[TASK OBJECTIVE]: Copy the result of filtering the entries below for lines that include the string "buttons".
* * * * * * * * *
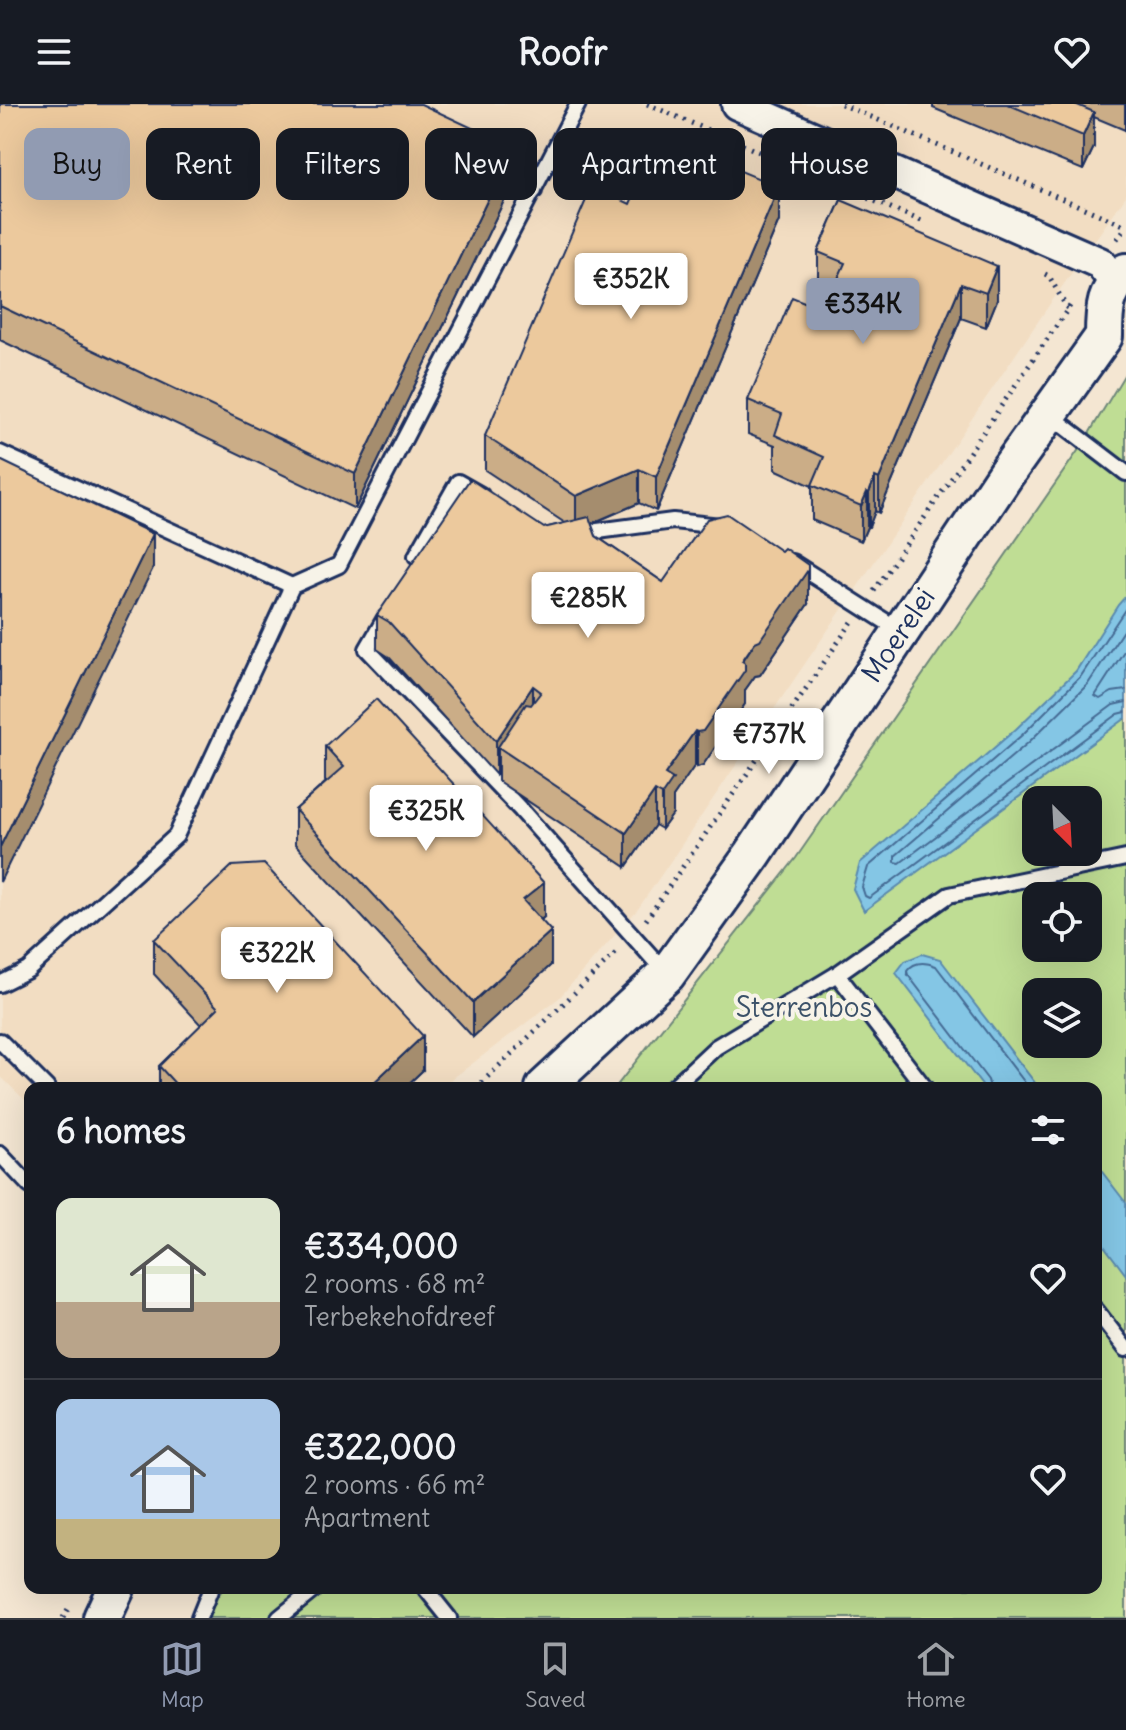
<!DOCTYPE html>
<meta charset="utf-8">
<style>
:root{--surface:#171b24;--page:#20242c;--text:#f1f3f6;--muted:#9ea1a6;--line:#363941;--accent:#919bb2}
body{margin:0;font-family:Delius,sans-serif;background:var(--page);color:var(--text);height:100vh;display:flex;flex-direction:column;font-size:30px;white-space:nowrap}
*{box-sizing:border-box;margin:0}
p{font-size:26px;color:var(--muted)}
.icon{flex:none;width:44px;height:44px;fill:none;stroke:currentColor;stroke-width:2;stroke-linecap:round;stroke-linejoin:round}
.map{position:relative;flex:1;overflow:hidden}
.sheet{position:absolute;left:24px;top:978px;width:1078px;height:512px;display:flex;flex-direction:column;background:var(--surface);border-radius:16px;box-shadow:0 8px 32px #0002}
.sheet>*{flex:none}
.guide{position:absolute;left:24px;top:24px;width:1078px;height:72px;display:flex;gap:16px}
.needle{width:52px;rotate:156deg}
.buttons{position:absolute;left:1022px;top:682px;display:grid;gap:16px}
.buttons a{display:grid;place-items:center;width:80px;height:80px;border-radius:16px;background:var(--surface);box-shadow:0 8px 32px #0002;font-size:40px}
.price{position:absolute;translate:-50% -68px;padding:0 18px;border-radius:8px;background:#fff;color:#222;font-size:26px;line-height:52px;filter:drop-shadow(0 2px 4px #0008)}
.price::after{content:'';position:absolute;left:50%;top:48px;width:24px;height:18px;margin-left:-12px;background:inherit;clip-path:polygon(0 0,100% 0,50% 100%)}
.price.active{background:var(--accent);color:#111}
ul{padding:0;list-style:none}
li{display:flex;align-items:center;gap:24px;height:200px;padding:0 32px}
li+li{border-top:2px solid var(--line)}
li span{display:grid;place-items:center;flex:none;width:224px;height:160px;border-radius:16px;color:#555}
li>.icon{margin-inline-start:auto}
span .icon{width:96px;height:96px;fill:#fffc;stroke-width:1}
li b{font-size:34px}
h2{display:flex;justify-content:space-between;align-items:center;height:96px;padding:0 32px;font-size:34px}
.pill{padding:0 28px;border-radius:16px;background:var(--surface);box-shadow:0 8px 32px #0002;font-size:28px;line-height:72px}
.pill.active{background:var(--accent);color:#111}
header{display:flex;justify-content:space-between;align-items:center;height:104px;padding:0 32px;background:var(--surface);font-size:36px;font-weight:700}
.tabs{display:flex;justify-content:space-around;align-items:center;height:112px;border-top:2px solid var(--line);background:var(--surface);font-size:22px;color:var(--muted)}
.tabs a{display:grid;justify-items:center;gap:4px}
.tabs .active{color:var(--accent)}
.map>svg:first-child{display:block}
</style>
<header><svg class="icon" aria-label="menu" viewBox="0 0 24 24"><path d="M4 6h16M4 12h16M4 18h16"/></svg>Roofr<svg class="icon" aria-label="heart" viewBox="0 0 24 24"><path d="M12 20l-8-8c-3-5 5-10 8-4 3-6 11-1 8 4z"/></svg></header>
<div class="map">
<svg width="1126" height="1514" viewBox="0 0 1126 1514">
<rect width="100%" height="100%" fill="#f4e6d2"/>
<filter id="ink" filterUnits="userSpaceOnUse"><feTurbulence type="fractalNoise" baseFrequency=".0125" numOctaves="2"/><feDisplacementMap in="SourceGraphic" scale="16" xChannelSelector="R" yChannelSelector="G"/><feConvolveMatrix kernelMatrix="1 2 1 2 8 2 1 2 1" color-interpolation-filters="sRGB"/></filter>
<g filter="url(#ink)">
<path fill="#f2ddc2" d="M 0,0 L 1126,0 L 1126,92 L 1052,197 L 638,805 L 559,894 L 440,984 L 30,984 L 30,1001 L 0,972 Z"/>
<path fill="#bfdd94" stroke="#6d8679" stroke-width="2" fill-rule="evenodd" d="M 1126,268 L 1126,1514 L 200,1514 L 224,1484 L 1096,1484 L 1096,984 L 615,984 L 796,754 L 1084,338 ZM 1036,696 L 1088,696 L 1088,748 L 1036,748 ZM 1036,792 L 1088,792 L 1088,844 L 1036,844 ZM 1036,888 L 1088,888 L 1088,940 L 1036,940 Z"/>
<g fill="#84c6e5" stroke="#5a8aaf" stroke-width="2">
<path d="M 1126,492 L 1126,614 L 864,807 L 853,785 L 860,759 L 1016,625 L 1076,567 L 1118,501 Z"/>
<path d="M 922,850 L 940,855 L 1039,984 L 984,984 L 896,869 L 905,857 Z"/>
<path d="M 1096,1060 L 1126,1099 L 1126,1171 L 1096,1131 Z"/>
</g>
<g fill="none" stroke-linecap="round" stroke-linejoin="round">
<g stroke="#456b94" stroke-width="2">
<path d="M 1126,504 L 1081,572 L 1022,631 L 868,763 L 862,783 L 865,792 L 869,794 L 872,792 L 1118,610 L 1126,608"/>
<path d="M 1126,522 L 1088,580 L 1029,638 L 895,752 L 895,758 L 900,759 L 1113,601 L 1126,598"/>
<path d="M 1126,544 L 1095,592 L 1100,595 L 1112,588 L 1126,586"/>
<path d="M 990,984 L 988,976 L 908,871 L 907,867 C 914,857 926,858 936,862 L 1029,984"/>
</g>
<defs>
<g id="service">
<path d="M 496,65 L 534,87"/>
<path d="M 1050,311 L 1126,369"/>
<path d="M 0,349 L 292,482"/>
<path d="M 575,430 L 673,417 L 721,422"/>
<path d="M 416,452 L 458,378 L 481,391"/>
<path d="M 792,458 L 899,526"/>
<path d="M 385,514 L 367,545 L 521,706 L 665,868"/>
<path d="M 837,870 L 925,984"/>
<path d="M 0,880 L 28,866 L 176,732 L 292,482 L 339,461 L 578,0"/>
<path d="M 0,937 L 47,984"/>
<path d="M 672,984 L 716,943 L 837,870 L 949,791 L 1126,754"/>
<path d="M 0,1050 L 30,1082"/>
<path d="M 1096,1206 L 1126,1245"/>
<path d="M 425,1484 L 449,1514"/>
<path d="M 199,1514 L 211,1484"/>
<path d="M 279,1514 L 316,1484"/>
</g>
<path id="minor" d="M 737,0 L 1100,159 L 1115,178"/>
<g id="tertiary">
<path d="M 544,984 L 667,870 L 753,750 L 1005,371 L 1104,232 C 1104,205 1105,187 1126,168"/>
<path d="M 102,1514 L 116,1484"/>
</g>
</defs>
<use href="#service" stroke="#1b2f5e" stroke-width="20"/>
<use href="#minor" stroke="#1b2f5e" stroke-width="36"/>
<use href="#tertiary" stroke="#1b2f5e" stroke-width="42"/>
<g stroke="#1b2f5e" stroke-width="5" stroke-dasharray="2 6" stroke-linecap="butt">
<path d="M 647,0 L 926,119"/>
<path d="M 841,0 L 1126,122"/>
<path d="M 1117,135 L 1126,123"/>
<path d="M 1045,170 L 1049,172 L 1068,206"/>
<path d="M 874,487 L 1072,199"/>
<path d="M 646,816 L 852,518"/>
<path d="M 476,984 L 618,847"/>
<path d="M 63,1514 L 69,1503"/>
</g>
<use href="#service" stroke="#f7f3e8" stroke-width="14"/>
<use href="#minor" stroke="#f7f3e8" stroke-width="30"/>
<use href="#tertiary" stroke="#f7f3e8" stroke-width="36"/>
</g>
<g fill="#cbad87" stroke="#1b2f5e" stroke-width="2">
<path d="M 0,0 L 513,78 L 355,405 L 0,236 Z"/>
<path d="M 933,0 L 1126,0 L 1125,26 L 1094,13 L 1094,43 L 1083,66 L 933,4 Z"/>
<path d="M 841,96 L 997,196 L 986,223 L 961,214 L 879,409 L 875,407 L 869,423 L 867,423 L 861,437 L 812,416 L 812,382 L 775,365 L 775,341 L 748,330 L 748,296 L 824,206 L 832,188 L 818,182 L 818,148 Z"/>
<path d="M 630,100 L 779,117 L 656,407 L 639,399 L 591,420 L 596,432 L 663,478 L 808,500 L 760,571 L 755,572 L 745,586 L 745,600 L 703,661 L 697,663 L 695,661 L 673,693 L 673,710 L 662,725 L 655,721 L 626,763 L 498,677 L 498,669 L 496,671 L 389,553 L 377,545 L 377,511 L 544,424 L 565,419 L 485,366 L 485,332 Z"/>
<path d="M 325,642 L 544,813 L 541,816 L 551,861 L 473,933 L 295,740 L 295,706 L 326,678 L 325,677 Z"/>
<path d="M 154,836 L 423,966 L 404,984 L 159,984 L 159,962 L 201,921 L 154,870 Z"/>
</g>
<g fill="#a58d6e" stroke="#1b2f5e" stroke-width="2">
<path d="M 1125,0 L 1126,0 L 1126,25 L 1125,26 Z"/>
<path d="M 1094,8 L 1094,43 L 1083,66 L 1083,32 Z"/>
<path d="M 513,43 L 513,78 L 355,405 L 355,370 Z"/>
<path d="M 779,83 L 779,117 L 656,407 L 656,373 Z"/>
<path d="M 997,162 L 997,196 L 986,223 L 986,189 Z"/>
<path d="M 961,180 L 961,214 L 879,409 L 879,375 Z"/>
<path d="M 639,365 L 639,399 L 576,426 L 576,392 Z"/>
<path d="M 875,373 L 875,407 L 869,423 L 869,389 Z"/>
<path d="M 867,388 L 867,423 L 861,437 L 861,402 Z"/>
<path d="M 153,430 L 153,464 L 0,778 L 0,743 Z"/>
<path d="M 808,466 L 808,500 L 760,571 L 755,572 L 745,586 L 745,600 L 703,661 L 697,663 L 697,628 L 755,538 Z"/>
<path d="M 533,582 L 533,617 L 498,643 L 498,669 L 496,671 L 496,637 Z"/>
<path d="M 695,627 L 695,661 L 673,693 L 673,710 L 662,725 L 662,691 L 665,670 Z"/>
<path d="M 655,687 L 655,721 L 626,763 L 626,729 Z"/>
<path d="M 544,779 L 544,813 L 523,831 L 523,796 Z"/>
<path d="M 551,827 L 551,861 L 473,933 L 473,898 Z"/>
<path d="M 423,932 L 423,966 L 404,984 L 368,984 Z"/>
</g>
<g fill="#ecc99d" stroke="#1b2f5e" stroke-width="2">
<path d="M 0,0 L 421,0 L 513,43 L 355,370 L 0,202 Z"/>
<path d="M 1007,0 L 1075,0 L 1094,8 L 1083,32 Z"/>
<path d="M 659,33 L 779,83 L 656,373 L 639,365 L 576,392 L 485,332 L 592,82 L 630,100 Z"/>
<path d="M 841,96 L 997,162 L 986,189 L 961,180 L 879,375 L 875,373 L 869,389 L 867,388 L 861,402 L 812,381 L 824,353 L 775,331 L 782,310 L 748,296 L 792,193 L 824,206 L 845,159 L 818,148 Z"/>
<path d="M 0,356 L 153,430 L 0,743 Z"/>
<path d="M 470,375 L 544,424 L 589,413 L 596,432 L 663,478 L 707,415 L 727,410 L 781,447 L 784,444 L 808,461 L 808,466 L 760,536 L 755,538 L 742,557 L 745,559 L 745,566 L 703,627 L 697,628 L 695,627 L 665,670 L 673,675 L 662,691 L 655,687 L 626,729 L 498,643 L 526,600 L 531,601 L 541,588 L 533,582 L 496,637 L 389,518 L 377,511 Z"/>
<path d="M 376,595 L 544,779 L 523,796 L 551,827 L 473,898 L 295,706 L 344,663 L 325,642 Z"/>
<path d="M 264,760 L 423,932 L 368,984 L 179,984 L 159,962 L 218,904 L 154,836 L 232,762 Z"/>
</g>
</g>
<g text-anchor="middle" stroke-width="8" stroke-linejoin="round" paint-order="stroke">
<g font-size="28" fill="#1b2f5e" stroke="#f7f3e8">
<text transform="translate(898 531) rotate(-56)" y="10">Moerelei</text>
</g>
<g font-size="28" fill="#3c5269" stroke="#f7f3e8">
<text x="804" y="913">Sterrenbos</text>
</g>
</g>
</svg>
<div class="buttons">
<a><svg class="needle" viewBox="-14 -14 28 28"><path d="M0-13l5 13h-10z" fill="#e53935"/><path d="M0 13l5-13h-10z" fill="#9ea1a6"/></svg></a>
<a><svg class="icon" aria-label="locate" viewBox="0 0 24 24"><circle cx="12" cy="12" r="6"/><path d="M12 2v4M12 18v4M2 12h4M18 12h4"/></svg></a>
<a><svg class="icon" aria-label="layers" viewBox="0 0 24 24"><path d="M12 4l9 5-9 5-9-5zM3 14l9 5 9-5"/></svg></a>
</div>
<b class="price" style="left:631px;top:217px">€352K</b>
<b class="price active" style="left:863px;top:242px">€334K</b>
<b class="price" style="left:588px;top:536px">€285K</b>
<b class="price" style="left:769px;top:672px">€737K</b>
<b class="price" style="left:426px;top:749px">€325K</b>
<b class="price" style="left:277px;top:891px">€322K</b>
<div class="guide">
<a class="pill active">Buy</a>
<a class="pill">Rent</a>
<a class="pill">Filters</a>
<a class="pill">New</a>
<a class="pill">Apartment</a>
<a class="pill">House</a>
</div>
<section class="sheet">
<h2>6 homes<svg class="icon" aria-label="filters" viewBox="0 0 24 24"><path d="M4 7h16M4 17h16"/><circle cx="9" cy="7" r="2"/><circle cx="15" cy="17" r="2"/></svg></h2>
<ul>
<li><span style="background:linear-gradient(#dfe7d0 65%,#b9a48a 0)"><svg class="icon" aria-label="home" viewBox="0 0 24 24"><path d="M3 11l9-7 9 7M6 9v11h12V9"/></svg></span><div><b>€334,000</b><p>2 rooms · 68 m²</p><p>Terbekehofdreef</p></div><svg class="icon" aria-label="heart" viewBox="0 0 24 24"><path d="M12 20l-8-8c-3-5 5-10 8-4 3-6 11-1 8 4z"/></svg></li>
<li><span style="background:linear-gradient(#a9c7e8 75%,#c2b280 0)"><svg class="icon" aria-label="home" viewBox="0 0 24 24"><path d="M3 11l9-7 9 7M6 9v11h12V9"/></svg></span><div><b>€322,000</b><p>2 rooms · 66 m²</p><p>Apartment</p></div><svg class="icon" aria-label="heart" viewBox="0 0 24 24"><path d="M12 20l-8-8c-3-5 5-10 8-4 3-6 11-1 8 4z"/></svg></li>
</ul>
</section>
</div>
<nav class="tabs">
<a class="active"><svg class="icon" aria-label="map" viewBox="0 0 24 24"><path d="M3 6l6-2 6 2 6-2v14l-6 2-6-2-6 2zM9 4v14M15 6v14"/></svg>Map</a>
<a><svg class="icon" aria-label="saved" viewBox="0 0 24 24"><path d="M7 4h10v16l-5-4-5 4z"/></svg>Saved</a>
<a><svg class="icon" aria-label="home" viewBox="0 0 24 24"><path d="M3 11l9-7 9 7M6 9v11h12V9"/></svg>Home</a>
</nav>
* * * * * * * * *
[RESPONSE TO THIS EXERCISE]:
.buttons{position:absolute;left:1022px;top:682px;display:grid;gap:16px}
.buttons a{display:grid;place-items:center;width:80px;height:80px;border-radius:16px;background:var(--surface);box-shadow:0 8px 32px #0002;font-size:40px}
<div class="buttons">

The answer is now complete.